Modard emitiu uma tossezinha de seu canto e servimos mais um pouco de vinho. Tudo realmente excelente. A vida era boa. Só se precisava, no mundinho deles, ser escritor, ou pintor, ou bailarino, e podia-se ficar por ali, sentado ou de pé, inspirando e expirando, bebendo vinho, fingindo saber que diabos acontecia.

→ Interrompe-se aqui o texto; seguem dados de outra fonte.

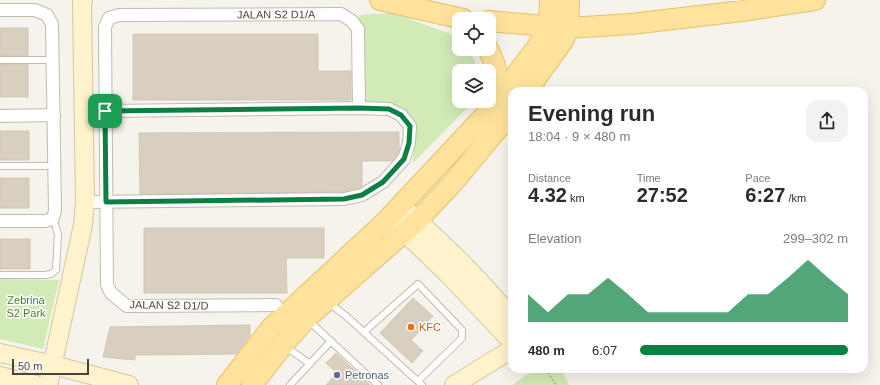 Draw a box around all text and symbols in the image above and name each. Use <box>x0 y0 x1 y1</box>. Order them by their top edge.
street label: JALAN S2 D1/A <box>237 8 316 20</box>
map controls <box>452 12 496 108</box>
button: locate <box>452 12 496 56</box>
button: layers <box>452 64 496 108</box>
pin <box>88 94 122 128</box>
icon: arrive <box>94 100 116 122</box>
button: share <box>806 100 848 142</box>
text: Evening run <box>528 101 655 126</box>
text: 18:04 · 9 × 480 m <box>528 129 630 144</box>
text: Distance <box>528 172 571 184</box>
text: Time <box>637 172 661 184</box>
text: Pace <box>745 172 770 184</box>
text: 4.32 <box>528 184 567 206</box>
text: 27:52 <box>637 184 688 206</box>
text: 6:27 <box>745 184 785 206</box>
text: km <box>567 192 585 204</box>
text: /km <box>785 192 806 204</box>
text: Elevation <box>528 231 581 246</box>
text: 299–302 m <box>783 231 848 246</box>
park label: Zebrina S2 Park <box>6 294 46 319</box>
street label: JALAN S2 D1/D <box>129 298 209 312</box>
place label: KFC <box>419 321 441 333</box>
marker: KFC <box>406 322 416 332</box>
text: 480 m <box>528 343 565 358</box>
text: 6:07 <box>592 343 617 358</box>
scale bar <box>12 357 89 376</box>
text: 50 m <box>18 360 42 372</box>
place label: Petronas <box>345 369 390 381</box>
marker: Petronas <box>332 370 342 380</box>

Então Jean-Paul irrompeu de volta pela porta adentro. Achei que tinha machucado o ombro. Ele parou, apalpou o ombro, deixou-o para lá, coçou-se e investiu de novo em frente. Pôs-se a rodear a mesa num passo rápido e constante, berrando:
TODOS NÓS TEMOS CU, CERTO? TEM ALGUÉM AQUI NESTA SALA QUE NÃO TENHA CU? SE TEM, QUE FALE LOGO, ESTÃO OUVINDO?
Jon Pinchot me enfiou o cotovelo nas costelas.

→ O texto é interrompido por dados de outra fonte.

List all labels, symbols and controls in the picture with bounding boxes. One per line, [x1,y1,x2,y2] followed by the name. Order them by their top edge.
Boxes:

Está vendo, é um gênio, está vendo?
Jean-Paul rodeava a mesa no mesmo passo rápido, berrando:
TODOS NÓS TEMOS ESSA RACHA NAS COSTAS, CERTO? LÁ EMBAIXO, MAIS OU MENOS NO MEIO, CERTO? A MERDA ESPIRRA POR ALI, CERTO? OU PELO MENOS A GENTE ESPERA QUE ESPIRRE! É TIRAR A NOSSA MERDA, E ESTAREMOS MORTOS! PENSEM EM QUANTA MERDA A GENTE CAGA NUMA VIDA INTEIRA! A TERRA, NO MOMENTO, ABSORVE TODA ELA! MAS OS MARES E OS RIOS ESTÃO AMEAÇANDO SUAS PRÓPRIAS VIDAS ENGOLINDO NOSSA MERDA! NÓS SOMOS IMUNDOS, IMUNDOS, IMUNDOS! EU ODEIO TODOS NÓS. TODA VEZ QUE LIMPO A BUNDA, ODEIO A NÓS TODOS!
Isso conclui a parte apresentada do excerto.